*** DATA FOR THE TASK Section Begins ***
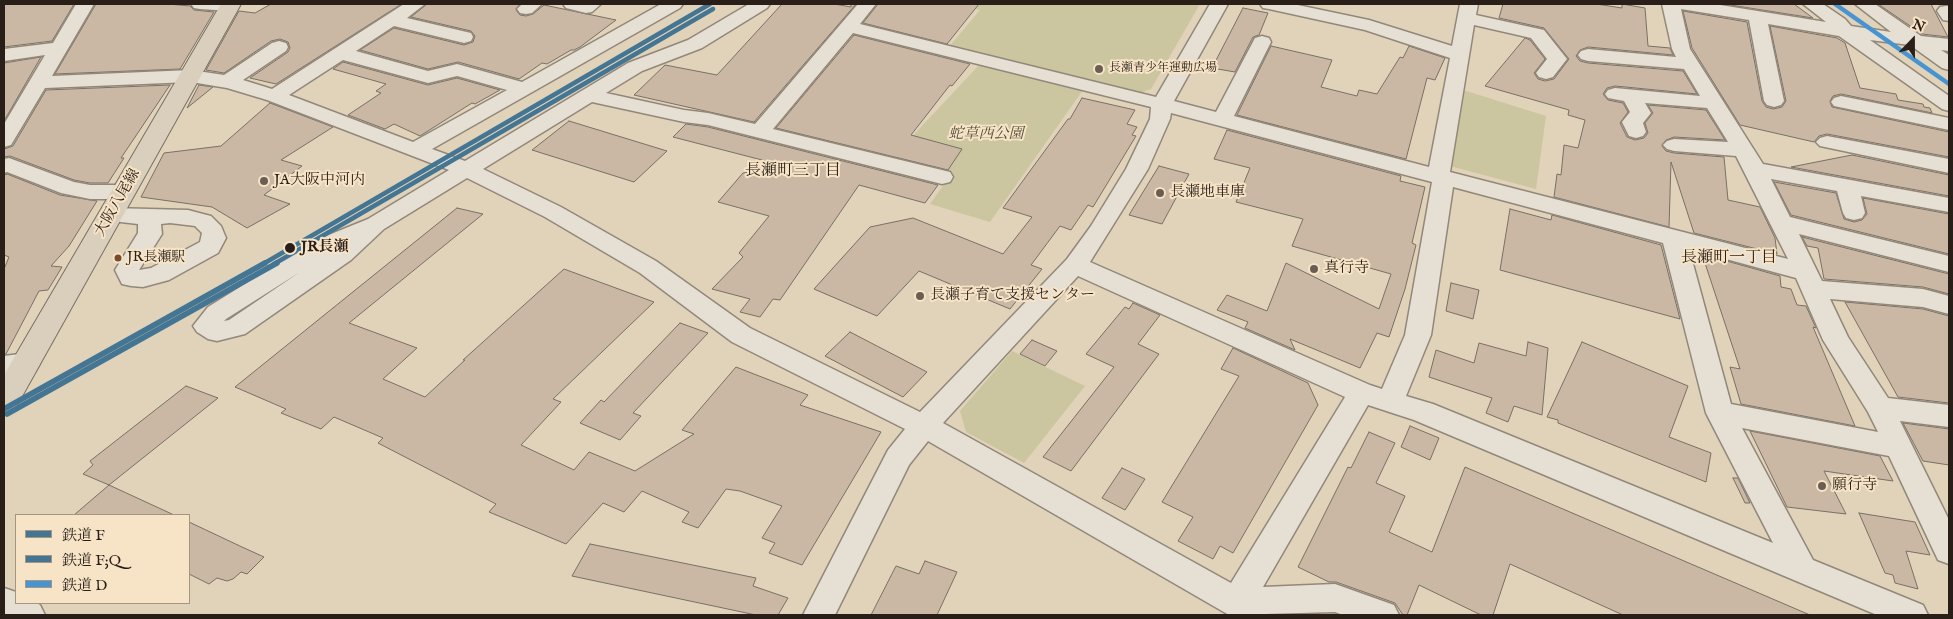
<!DOCTYPE html>
<html>
<head>
<meta charset="utf-8">
<style>
	body { margin:0 }
	#map { position:relative; width:1953px; height:619px; overflow:hidden; background:#e1d2ba; font-family:"IM FELL English","Noto Serif JP",serif }
	canvas { display:block }
	.frame { position:absolute; inset:0; border:5px solid #291f18; pointer-events:none }
	.legend { position:absolute; left:15px; top:514px; width:175px; height:90px; box-sizing:border-box; background:#f7e4c7; border:1px solid #a59581; margin:0; padding:6px 9px; list-style:none; font-size:15px; color:#291f18 }
	.legend li { display:flex; align-items:center; gap:10px; height:25px }
	.legend b { width:25px; border:1px solid #a59581 }
	.north { position:absolute; left:1888px; top:15px; width:50px; height:50px; -webkit-text-stroke:4px #f7e4c7; paint-order:stroke; rotate:22deg; font-size:14px; font-weight:700; line-height:20px; text-align:center; color:#291f18 }
	.north::after { content:''; display:block; margin:auto; width:18px; height:22px; background:#291f18; clip-path:polygon(50% 0,100% 100%,50% 72%,0 100%) }
</style>
</head>
<body>
<div id="map">
<canvas width="1953" height="619"></canvas>
<div class="frame"></div>
<ul class="legend">
<li><b style="height:6px;background:#447694"></b>鉄道 F</li>
<li><b style="height:6px;background:#447694"></b>鉄道 F;Q</li>
<li><b style="height:6px;background:#4694d1"></b>鉄道 D</li>
</ul>
<div class="north">N</div>
</div>
<script>
const context = document.querySelector('canvas').getContext('2d');
context.lineJoin = 'round';
function fill(path, color) { context.fillStyle = color; context.fill(path, 'evenodd'); }
const shape = rows => new Path2D(rows.map(r => 'M' + r).join(''));
function trace(path, color, width, dash) { context.strokeStyle = color; context.lineWidth = width; context.lineCap = dash ? 'butt' : 'round'; context.setLineDash(dash || []); context.stroke(path); }
function drawText(font, color, halo, rows, align = 'center') {
  context.font = font + ' "IM FELL English","Noto Serif JP",serif'; context.lineWidth = 4; context.setLineDash([]); context.textBaseline = 'middle'; context.strokeStyle = halo; context.fillStyle = color; for (const [text, x, y, turn = 0] of rows) {
    context.save(); context.translate(x, y); context.rotate((+turn || 0) * Math.PI / 180); context.textAlign = isNaN(turn) ? turn : align; if (halo) context.strokeText(text, 0, 0); context.fillText(text, 0, 0); context.restore();
  }
}
const green = shape([
	[964,4,1200,4,1151,89,1140,93,948,48,980,10,963,6],
	[980,64,1083,90,990,222,930,204,951,175,891,159],
	[1463,90,1546,116,1536,189,1450,166],
	[1012,351,1085,386,1024,463,966,432,960,411]
]);
const building = shape([
	[4,4,74,4,52,41,4,47,4,4],
	[96,4,168,4,190,6,194,10,214,12,180,69,55,74,96,4],
	[271,4,396,4,400,5,276,84,250,78,288,52,290,48,288,42,280,39,271,41,224,73,206,70,239,11,255,13,271,4],
	[427,4,520,4,516,10,520,15,526,16,533,14,544,5,616,20,580,47,574,50,571,50,547,64,542,63,519,79,458,62,428,69,360,50,394,28,464,45,473,42,475,36,471,31,411,17,427,4],
	[782,4,834,4,851,7,851,4,856,4,754,122,634,95,665,65,717,75,782,4],
	[878,4,979,4,947,44,863,23,878,4],
	[1503,4,1596,4,1622,8,1622,4,1645,8,1648,46,1670,48,1673,55,1588,47,1580,50,1576,56,1580,61,1588,63,1683,71,1697,94,1615,86,1607,88,1603,94,1608,100,1623,103,1628,112,1620,123,1627,137,1635,140,1644,138,1648,133,1645,123,1653,113,1648,105,1706,110,1725,140,1674,137,1666,140,1662,146,1666,151,1674,153,1724,157,1728,200,1760,207,1775,238,1777,254,1694,233,1671,162,1669,227,1554,197,1557,174,1561,175,1564,145,1578,148,1585,120,1568,115,1569,110,1485,86,1525,38,1530,40,1545,59,1534,73,1538,79,1545,81,1554,79,1569,59,1544,28,1499,18,1503,4],
	[1724,4,1794,4,1813,18,1724,4],
	[1878,4,1931,4,1948,37,1922,34,1878,4],
	[1243,8,1268,13,1259,35,1253,37,1235,72,1212,68,1243,8],
	[1683,11,1747,22,1762,101,1766,107,1773,109,1782,107,1786,101,1770,26,1837,38,1845,43,1860,88,1896,94,1898,100,1923,104,1924,107,1930,108,1932,113,1841,94,1833,96,1830,101,1832,107,1949,132,1949,157,1827,134,1819,136,1814,142,1740,125,1692,48,1683,11],
	[854,35,970,64,952,86,950,85,911,135,962,149,948,170,776,128,854,35],
	[1271,46,1332,60,1321,87,1357,96,1359,90,1377,94,1400,57,1403,58,1409,46,1445,58,1435,80,1427,78,1406,159,1237,115,1271,46],
	[41,57,4,121,4,63,41,57],
	[343,62,428,85,457,78,500,90,475,104,472,103,420,136,394,124,385,129,348,115,381,93,376,91,386,84,333,69,343,62],
	[170,85,121,158,124,158,108,183,90,183,74,180,10,156,4,157,4,149,13,146,46,90,170,85],
	[199,85,213,87,187,108,199,85],
	[1082,98,1135,110,1127,124,1137,127,1132,135,1136,136,1093,207,1088,205,1071,230,1060,226,1031,265,1042,269,1010,309,919,271,877,316,814,289,870,227,913,218,1003,254,1032,217,1003,208,1068,119,1070,119,1082,98],
	[270,103,333,127,281,160,302,166,264,195,290,204,247,228,212,207,141,197,164,153,221,146,270,103],
	[569,121,667,151,634,182,532,150,569,121],
	[686,124,708,127,938,185,925,203,859,185,780,300,773,299,760,317,740,312,750,299,712,289,743,257,739,253,769,216,718,202,743,173,789,167,673,137,686,124],
	[1227,130,1401,176,1400,181,1425,187,1412,243,1416,245,1405,289,1389,337,1377,333,1360,368,1290,339,1295,350,1245,328,1248,322,1217,310,1227,295,1267,311,1286,263,1379,309,1391,274,1292,246,1303,219,1236,202,1250,168,1214,159,1227,130],
	[1852,155,1949,175,1949,196,1791,167,1852,155],
	[1159,166,1189,174,1162,224,1129,215,1159,166],
	[7,174,60,195,97,201,69,246,51,266,62,267,48,290,39,291,6,354,4,354,4,269,9,257,4,255,4,175,7,174],
	[1774,182,1836,193,1844,219,1854,222,1862,220,1867,214,1863,198,1949,214,1949,254,1791,215,1774,182],
	[457,208,483,214,349,323,417,348,383,379,425,397,465,360,463,360,564,269,654,302,553,399,561,402,521,445,574,470,589,452,635,471,694,434,682,430,736,367,808,395,800,405,881,432,802,565,769,553,775,543,762,538,782,506,740,491,726,489,698,528,682,522,689,512,642,491,624,512,603,503,566,544,489,512,496,504,378,443,383,438,334,417,321,429,281,413,286,409,235,387,457,208],
	[1510,209,1551,220,1552,215,1661,245,1680,319,1500,270,1510,209],
	[1802,237,1949,274,1949,294,1923,287,1824,279,1818,248,1807,246,1802,237],
	[1702,254,1780,276,1781,287,1791,289,1797,305,1806,306,1816,328,1813,327,1855,426,1741,404,1730,367,1740,369,1702,254],
	[1451,283,1479,290,1473,319,1446,311,1451,283],
	[1845,302,1923,309,1949,316,1949,403,1898,397,1845,302],
	[1133,303,1160,315,1138,344,1159,354,1071,471,1043,457,1114,367,1086,354,1125,307,1129,309,1133,303],
	[680,323,708,333,633,413,641,416,620,440,580,423,601,400,604,402,680,323],
	[850,332,927,372,903,397,825,356,850,332],
	[1032,340,1057,351,1045,366,1020,354,1032,340],
	[1528,342,1548,348,1542,415,1514,406,1508,422,1486,413,1492,398,1429,377,1436,350,1474,363,1479,343,1526,356,1528,342],
	[1582,342,1688,386,1669,437,1711,453,1706,482,1558,423,1558,420,1547,417,1582,342],
	[1233,348,1308,383,1318,405,1233,553,1220,546,1213,559,1178,541,1193,517,1162,502,1239,376,1221,369,1233,348],
	[186,386,218,398,109,485,83,474,93,465,90,461,186,386],
	[1903,423,1949,429,1949,465,1923,461,1903,423],
	[1410,426,1439,438,1430,460,1401,447,1410,426],
	[1750,431,1880,456,1893,481,1824,471,1846,514,1787,507,1750,431],
	[1369,432,1395,443,1376,483,1405,496,1389,532,1432,552,1465,467,1810,615,1623,615,1510,564,1493,615,1481,615,1419,585,1407,615,1403,615,1395,603,1336,582,1329,582,1298,567,1348,467,1351,468,1369,432],
	[1122,468,1145,479,1125,510,1102,498,1122,468],
	[1733,478,1738,478,1750,503,1745,503,1733,478],
	[109,485,174,515,74,515,109,485],
	[1859,513,1915,522,1930,555,1906,551,1918,589,1895,583,1893,575,1885,573,1859,513],
	[189,522,242,547,264,557,247,574,241,572,233,579,227,581,217,578,209,584,189,574,189,522],
	[590,544,756,578,753,586,788,598,778,615,756,615,572,576,590,544],
	[925,561,957,572,937,615,871,615,896,566,919,574,925,561]
]);
const minor = shape([
	[76,4,94,4,52,76,191,70,224,75,272,43,279,41,286,43,288,47,286,51,243,80,272,89,404,4,425,4,407,18,471,33,473,37,471,41,464,43,394,26,356,51,428,71,457,64,522,82,661,4,683,4,680,8,432,149,465,161,628,63,688,40,749,4,770,4,767,8,702,48,642,71,606,93,684,110,708,113,755,124,858,4,876,4,860,24,1156,97,1210,4,1228,4,1174,101,1216,112,1255,38,1262,36,1269,38,1271,42,1234,116,1429,167,1450,58,1365,30,1269,9,1263,8,1260,4,1293,4,1369,20,1452,46,1460,4,1478,4,1476,15,1544,30,1567,59,1553,77,1546,79,1539,77,1536,73,1547,59,1531,38,1474,25,1450,172,1788,259,1736,156,1674,151,1667,149,1663,145,1667,141,1674,139,1728,142,1707,108,1645,103,1651,113,1643,123,1646,132,1643,136,1636,138,1629,136,1622,122,1630,112,1624,101,1608,98,1605,94,1608,90,1615,88,1700,96,1684,69,1588,61,1581,59,1578,55,1581,51,1588,49,1676,57,1672,49,1662,4,1714,4,1826,22,1803,4,1823,4,1845,19,1851,26,1891,32,1855,4,1875,4,1921,36,1949,39,1949,51,1941,50,1949,55,1949,70,1942,68,1910,45,1870,40,1949,96,1949,111,1942,109,1839,36,1768,24,1784,101,1781,105,1774,107,1767,105,1764,101,1749,20,1681,9,1690,49,1763,164,1949,198,1949,212,1861,196,1865,213,1862,218,1854,220,1846,218,1843,213,1837,191,1771,179,1790,217,1949,256,1949,272,1799,234,1822,281,1923,289,1949,296,1949,314,1923,307,1830,299,1848,337,1888,398,1949,405,1949,427,1900,421,1949,520,1949,564,1938,560,1889,456,1742,428,1813,560,1923,605,1928,615,1877,615,1414,420,1368,405,1263,587,1335,584,1394,605,1399,615,1343,615,1335,612,1229,615,928,441,909,465,835,615,803,615,888,450,905,429,732,342,640,273,545,217,467,178,384,229,351,260,245,334,217,341,208,339,197,332,193,326,208,307,314,241,368,219,449,170,267,100,227,88,191,82,45,88,11,145,4,147,4,124,45,55,4,61,4,49,53,43,76,4],
	[853,33,1151,107,1150,119,1126,169,1091,226,1067,259,920,412,750,328,656,261,561,207,483,169,592,102,684,122,708,125,942,184,950,182,953,177,950,172,773,129,853,33],
	[343,60,428,83,457,76,507,90,413,142,289,95,343,60],
	[1171,113,1432,182,1405,335,1382,389,1370,385,1090,262,1148,169,1170,119,1171,113],
	[1453,187,1663,243,1706,413,1773,543,1433,404,1406,396,1431,335,1453,187],
	[1689,249,1796,278,1823,340,1868,412,1878,432,1731,404,1689,249],
	[300,272,229,320,224,321,226,319,300,272],
	[1078,276,1345,397,1231,583,943,423,1078,276],
	[191,4,237,4,239,6,236,10,230,11,200,9,194,8,191,4],
	[522,4,542,4,532,13,526,14,520,13,517,9,522,4],
	[563,4,601,4,592,12,586,13,566,8,563,4],
	[1946,6,1949,6,1949,21,1943,20,1937,11,1940,7,1946,6],
	[1841,96,1949,118,1949,130,1834,106,1831,102,1834,98,1841,96],
	[1827,136,1949,159,1949,173,1820,146,1816,142,1820,138,1827,136],
	[9,158,74,182,90,185,124,185,132,187,135,192,132,197,124,199,90,199,61,193,7,172,4,173,4,159,9,158],
	[111,208,188,210,203,214,211,216,221,226,226,238,218,253,169,280,143,287,131,286,122,284,115,270,138,233,138,224,103,220,100,215,103,210,111,208],
	[170,223,195,226,202,233,200,242,151,268,139,270,162,234,161,224,170,223],
	[27,353,36,356,40,363,36,370,4,376,4,356,27,353],
	[4,588,16,592,16,603,37,603,40,605,45,615,4,615,4,588]
]);
const major = shape([
	[221,4,241,4,15,409,4,412,4,375,221,4]
]);
const rail1Far1 = shape([
	[263,264,710,4]
]);
const rail1 = shape([
	[4,409,265,263]
]);
const rail2Far1 = shape([
	[274,264,713,9]
]);
const rail2 = shape([
	[7,414,277,263]
]);
const rail3 = shape([
	[1835,4,1949,84]
]);
const markers = [
	[1099,69,5,"#695e51"],
	[264,181,5,"#695e51"],
	[1160,193,5,"#695e51"],
	[290,248,6,"#291f18"],
	[118,258,4.5,"#7a4b2a"],
	[1314,269,5,"#695e51"],
	[920,296,5,"#695e51"],
	[1822,486,5,"#695e51"]
];
const farPoinames = [
	["長瀬青少年運動広場",1109,69]
];
const busNames = [
	["JR長瀬駅",127,258]
];
const parkNames = [
	["蛇草西公園",986,135]
];
const poiNames = [
	["JA大阪中河内",274,181],
	["長瀬地車庫",1170,193],
	["真行寺",1324,269],
	["長瀬子育て支援センター",930,296],
	["願行寺",1832,486]
];
const streetNames = [
	["大阪八尾線",118,203,-60]
];
const stopNames = [
	["JR長瀬",301,248]
];
const neighbourhoodNames = [
	["長瀬町三丁目",793,172],
	["長瀬町一丁目",1729,259]
];
fill(green, '#cbc69f');
fill(building, '#cab8a5');
trace(building, '#787064', 1);
trace(minor, '#92887a', 3);
trace(major, '#787064', 2);
fill(minor, '#e6dfd3');
fill(major, '#dacfbd');
trace(rail1Far1, '#447694', 4.5);
trace(rail1, '#447694', 5.5);
trace(rail2Far1, '#447694', 4.5);
trace(rail2, '#447694', 5.5);
trace(rail3, '#4694d1', 4.5);
for (const [x, y, r, color] of markers) { const dot = new Path2D(); dot.arc(x, y, r, 0, 2 * Math.PI); context.fillStyle = color; context.fill(dot); trace(dot, '#f7e4c7', 2); }
drawText('12px', '#291f18', '#f7e4c7', farPoinames, 'left');
drawText('14px', '#291f18', '#f7e4c7', busNames, 'left');
drawText('italic 15px', '#544e3a', '#f7e4c7', parkNames);
drawText('15px', '#291f18', '#f7e4c7', poiNames, 'left');
drawText('15px', '#291f18', '#f7e4c7', streetNames);
drawText('bold 15px', '#291f18', '#f7e4c7', stopNames, 'left');
drawText('16px', '#291f18', '#f7e4c7', neighbourhoodNames);
</script>
</body>
</html>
*** DATA FOR THE TASK Section Ends ***
◆ TASK DETAILS
Copy all lines of the records in which the string "solid" can be found.

◆ SOLVED PROBLEM
	.frame { position:absolute; inset:0; border:5px solid #291f18; pointer-events:none }
	.legend { position:absolute; left:15px; top:514px; width:175px; height:90px; box-sizing:border-box; background:#f7e4c7; border:1px solid #a59581; margin:0; padding:6px 9px; list-style:none; font-size:15px; color:#291f18 }
	.legend b { width:25px; border:1px solid #a59581 }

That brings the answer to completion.